Op het vlak van het gedeeld beheer vervullen de lidstaten een essentiële rol in het dagelijks beheer en de controle en oefent de Commissie toezicht uit op de door de lidstaten verrichte werkzaamheden. Een degelijk beheer en goede controlestructuren in de lidstaten zijn dus voorafgaande voorwaarden voor het voorkomen van fouten bij betalingen en het innen van ontvangsten.

In het jaarverslag over 2006 heeft de Rekenkamer een beoordeling opgenomen van de toezicht- en controlesystemen en een raming van de vermoedelijke financiële gevolgen van de fouten binnen elke afdeling van de EG-begroting. Deze waren gebaseerd op de resultaten van de door de Rekenkamer in de lidstaten en bij de Commissie uitgevoerde systeemaudits en financiële audits, die tot stand zijn gekomen op basis van steekproeven van uitkeringen.
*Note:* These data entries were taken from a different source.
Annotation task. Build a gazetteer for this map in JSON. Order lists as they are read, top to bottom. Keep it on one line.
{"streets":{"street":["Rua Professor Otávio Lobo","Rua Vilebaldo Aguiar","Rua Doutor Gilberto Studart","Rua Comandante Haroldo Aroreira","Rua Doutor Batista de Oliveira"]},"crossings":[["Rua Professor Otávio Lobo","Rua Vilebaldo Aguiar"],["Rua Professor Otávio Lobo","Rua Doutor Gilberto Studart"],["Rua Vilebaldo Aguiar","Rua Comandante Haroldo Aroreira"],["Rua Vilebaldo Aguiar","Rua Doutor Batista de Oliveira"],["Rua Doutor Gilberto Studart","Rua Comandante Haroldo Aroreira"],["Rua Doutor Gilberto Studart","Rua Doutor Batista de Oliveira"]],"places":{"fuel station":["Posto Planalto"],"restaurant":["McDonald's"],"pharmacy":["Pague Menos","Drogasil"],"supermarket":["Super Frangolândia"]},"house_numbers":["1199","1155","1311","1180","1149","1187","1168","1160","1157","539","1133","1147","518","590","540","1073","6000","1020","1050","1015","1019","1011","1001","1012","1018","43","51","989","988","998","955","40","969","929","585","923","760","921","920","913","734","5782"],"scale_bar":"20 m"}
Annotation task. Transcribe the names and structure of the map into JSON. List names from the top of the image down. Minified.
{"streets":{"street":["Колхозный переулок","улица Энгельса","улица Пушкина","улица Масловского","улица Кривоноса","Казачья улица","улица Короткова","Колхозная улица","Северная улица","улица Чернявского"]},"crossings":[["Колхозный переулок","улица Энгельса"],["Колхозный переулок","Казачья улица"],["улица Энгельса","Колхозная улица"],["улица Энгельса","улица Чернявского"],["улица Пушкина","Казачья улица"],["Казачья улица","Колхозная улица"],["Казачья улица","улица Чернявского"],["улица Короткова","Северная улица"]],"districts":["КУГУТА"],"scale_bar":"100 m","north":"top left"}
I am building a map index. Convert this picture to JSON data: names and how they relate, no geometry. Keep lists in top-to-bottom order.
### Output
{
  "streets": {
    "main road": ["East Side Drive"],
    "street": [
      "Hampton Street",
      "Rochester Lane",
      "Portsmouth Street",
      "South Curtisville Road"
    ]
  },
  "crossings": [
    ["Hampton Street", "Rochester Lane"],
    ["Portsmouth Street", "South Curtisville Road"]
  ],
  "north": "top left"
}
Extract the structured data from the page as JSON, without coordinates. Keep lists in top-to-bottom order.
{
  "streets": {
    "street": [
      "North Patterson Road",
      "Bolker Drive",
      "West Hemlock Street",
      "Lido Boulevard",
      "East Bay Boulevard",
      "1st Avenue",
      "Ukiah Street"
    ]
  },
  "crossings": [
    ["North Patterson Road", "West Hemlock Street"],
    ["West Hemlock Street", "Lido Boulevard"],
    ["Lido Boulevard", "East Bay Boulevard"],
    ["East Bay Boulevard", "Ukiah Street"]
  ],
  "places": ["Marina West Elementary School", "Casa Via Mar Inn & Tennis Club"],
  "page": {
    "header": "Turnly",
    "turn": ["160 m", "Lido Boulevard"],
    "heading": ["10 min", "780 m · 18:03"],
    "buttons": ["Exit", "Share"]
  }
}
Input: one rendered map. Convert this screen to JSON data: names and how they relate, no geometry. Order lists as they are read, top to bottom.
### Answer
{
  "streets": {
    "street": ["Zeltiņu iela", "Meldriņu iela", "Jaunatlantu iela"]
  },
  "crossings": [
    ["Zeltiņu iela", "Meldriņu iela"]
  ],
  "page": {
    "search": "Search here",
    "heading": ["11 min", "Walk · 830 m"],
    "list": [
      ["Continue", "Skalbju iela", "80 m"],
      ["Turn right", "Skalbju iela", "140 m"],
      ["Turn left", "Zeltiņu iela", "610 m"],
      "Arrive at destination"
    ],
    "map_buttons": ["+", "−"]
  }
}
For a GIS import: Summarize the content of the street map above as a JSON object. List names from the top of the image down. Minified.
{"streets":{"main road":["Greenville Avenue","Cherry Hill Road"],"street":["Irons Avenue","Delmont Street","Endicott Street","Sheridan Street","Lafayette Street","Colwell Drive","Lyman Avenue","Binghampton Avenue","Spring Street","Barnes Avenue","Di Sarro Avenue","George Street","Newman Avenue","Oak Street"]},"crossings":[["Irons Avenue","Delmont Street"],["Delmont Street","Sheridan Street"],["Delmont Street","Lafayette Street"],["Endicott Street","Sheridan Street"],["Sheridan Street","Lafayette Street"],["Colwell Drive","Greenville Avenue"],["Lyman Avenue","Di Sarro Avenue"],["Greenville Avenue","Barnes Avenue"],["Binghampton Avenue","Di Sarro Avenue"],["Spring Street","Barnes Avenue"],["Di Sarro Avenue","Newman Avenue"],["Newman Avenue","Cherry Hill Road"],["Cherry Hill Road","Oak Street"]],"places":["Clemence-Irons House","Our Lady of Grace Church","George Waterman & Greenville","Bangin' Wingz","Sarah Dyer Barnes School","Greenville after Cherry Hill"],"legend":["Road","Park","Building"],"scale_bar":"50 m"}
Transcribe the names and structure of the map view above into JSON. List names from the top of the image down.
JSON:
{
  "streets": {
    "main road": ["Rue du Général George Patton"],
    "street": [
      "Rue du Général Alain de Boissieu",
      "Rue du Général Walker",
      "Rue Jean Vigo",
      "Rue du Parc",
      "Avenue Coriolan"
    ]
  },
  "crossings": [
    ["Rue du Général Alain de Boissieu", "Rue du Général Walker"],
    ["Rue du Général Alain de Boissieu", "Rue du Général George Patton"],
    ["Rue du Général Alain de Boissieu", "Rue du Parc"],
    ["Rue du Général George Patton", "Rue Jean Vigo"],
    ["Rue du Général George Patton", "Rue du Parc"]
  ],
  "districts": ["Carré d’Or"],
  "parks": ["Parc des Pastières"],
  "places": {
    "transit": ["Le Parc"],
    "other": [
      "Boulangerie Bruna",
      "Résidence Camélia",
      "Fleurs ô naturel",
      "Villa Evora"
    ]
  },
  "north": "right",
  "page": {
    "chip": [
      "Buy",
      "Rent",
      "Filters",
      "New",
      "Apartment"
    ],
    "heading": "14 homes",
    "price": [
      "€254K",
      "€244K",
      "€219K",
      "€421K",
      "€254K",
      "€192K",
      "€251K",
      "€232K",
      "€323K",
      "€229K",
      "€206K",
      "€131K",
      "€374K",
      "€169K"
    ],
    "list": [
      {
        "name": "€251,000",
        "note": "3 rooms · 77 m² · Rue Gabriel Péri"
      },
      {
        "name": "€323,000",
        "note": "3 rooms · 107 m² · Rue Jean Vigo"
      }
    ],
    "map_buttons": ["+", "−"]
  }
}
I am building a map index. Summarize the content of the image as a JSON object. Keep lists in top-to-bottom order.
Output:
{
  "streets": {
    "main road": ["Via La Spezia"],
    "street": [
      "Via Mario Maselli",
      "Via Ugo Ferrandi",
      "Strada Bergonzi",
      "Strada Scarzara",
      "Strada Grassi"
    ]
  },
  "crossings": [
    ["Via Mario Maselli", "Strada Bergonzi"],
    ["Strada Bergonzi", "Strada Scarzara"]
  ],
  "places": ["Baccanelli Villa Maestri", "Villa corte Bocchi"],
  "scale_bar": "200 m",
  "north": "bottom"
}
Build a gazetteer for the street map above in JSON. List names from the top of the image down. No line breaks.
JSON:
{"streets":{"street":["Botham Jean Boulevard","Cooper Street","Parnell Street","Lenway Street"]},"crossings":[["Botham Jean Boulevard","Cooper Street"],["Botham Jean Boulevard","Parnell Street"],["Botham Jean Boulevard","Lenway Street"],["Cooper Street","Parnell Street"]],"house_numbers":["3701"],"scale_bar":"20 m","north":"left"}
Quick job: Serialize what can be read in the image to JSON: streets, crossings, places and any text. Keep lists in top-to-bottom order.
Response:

De Rekenkamer stelde vast dat in 2006 de toezicht- en controlesystemen toereikend waren voor de inkomsten en voor bijna 70% van de uitgaven in het kader van het gemeenschappelijk landbouwbeleid die onder de controle van het geïntegreerd beheers- en controlesysteem (hierna 'GBCS' genoemd) vielen; zie tabel 1 . Voor de resterende landbouwuitgaven werden de toezicht- en controlesystemen slechts als deels bevredigend beschouwd.

Inzake de structurele acties constateerde de Rekenkamer dat de controlesystemen in de lidstaten over het algemeen niet of niet al te doeltreffend waren. Voorts was de Rekenkamer van oordeel dat het door de Commissie uitgeoefende toezicht om het risico af te zwakken dat de controlesystemen in de lidstaten niet kunnen voorkomen dat te hoge of niet-subsidiabele uitgaven worden opgegeven, niet al te doeltreffend is.

Tabel 1. Beoordelingen van de Rekenkamer over werkterreinen met hoofdzakelijk gedeeld beheer, 2005 en 2006

Toezicht- en controlesystemen | Werkterreinen met hoofdzakelijk gedeeld beheer | Foutenbereik |

2005 | 2006 | 2005 | 2006 |

Bevredigend | Bevredigend | Eigen middelen | Lager dan 2 % | Lager dan 2 % |

Gemeenschappelijk landbouwbeleid, waarvan: | Niet bekendgemaakt door de Rekenkamer | Tussen 2 en 5 % |

Bevredigend | Bevredigend | GBCS | Lager dan 2 % | Lager dan 2 % |

Deels bevredigend | Deels bevredigend | Niet-GBCS | Hoger dan 5 % | Hoger dan 5 % |

Onbevredigend | Onbevredigend | Structurele acties | Hoger dan 5 % | Hoger dan 5 % |

Bron : Uiteenzetting over de betrouwbaarheidsverklaring van de Rekenkamer door de heer Bonnici, lid van de Rekenkamer, aan de Commissie begrotingscontrole (COCOBU) in het Europees Parlement op 20 december 2006. Tabel 1.2 in het jaarverslag van de Rekenkamer 2006.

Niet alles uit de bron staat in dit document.